On the Change of Control Payment Date, the Issuer will, to the extent lawful:
• | accept for payment all Notes or portions of Notes properly tendered pursuant to the Change of Control Offer; |
• | deposit with the Paying Agent an amount equal to the Change of Control Payment in respect of all Notes or portions of Notes properly tendered; and |
• | deliver or cause to be delivered to the Trustee the Notes properly accepted together with an Officers’ Certificate stating the aggregate principal amount of Notes or portions of Notes being purchased. |
The Paying Agent shall promptly mail to each Holder of Notes properly tendered the purchase price for the Notes, and the Trustee shall promptly authenticate and mail (or cause to be transferred by book-entry) to each Holder a new Note equal in principal amount to any unpurchased portion of any Notes surrendered; provided that each new Note shall be in a principal amount of €100,000 or an integral multiple of €1,000 in excess thereof.
The Issuer shall not be required to make an offer to repurchase the Notes upon a Change of Control Triggering Event if a third party makes such an offer in the manner, at the times and otherwise in compliance with the requirements for an offer made by the Issuer and such third party purchases all Notes properly tendered and not withdrawn under its offer.
For purposes of the foregoing discussion of a repurchase at the option of Holders, the following definitions are applicable:
“Below Investment Grade Rating Event” means the Notes are rated below an Investment Grade Rating by each of the Rating Agencies (as defined below) on any date from the date of the first public notice of an arrangement that could result in a Change of Control until the end of the 60-day period following public notice of the occurrence of the Change of Control (which 60-day period shall be extended so long as the rating of the Notes is under publicly announced consideration for possible downgrade by any of the
Rating Agencies); provided that a Below Investment Grade Rating Event otherwise arising by virtue of a particular reduction in rating shall not be deemed to have occurred in respect to a particular Change of Control (and thus shall not be deemed a Below Investment Grade Rating Event for purposes of the definition of Change of Control Triggering Event hereunder) if the Rating Agencies making the reduction in rating to which this definition would otherwise apply do not announce or publicly confirm or inform the Trustee in writing that the reduction was the result, in whole or in part, of any event or circumstance comprised of or arising as a result of, or in respect of, the applicable Change of Control (whether or not the applicable Change of Control shall have occurred at the time of the Below Investment Grade Rating Event).

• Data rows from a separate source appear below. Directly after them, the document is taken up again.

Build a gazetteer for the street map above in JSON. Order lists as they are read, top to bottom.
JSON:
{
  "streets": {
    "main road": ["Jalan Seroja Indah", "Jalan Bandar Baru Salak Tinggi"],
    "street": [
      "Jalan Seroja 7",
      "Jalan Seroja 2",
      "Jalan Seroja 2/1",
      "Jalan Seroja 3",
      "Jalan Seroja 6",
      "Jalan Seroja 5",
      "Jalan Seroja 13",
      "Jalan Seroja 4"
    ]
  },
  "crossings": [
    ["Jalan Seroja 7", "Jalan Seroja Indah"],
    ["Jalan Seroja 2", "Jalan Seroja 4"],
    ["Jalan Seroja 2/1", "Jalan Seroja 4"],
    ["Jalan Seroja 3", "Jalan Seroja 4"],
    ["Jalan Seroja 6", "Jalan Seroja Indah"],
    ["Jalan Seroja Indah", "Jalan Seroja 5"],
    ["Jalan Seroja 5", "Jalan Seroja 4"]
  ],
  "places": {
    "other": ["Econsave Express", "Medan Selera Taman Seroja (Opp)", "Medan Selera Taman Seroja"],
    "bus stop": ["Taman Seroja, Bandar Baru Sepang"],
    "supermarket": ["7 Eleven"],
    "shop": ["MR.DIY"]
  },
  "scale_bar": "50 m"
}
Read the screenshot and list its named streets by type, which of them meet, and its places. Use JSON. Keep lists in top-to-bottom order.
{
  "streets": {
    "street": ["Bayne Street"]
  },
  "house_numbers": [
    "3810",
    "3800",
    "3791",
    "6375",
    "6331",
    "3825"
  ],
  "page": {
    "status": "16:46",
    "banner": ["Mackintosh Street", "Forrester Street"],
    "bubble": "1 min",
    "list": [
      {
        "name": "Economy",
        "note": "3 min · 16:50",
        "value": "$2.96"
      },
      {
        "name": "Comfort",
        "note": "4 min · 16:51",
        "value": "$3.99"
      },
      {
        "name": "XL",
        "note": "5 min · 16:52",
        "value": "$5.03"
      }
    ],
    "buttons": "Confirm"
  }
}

“Change of Control” means the occurrence of any of the following: (i) the direct or indirect sale, transfer, conveyance or other disposition (other than by way of merger, consolidation or division), in one or a series of related transactions, of all or substantially all of the properties or assets of Parent and its subsidiaries taken as a whole to any Person or group of related persons for purposes of Section 13(d) of the Exchange Act (a “Group”) other than Parent or one of its subsidiaries; (ii) the approval by the holders of the Issuer’s or Parent’s common stock of any plan or proposal for the liquidation or dissolution of the Issuer or Parent (whether or not otherwise in compliance with the provisions of the Indenture); (iii) the consummation of any transaction (including, without limitation, any merger, consolidation or division) the result of which is that any Person or Group becomes the beneficial owner, directly or indirectly, of more than 50% of the then outstanding number of shares of Parent’s or Issuer’s voting stock; or (iv) the first day on which a majority of the members of Parent’s Board of Directors are not Continuing Directors.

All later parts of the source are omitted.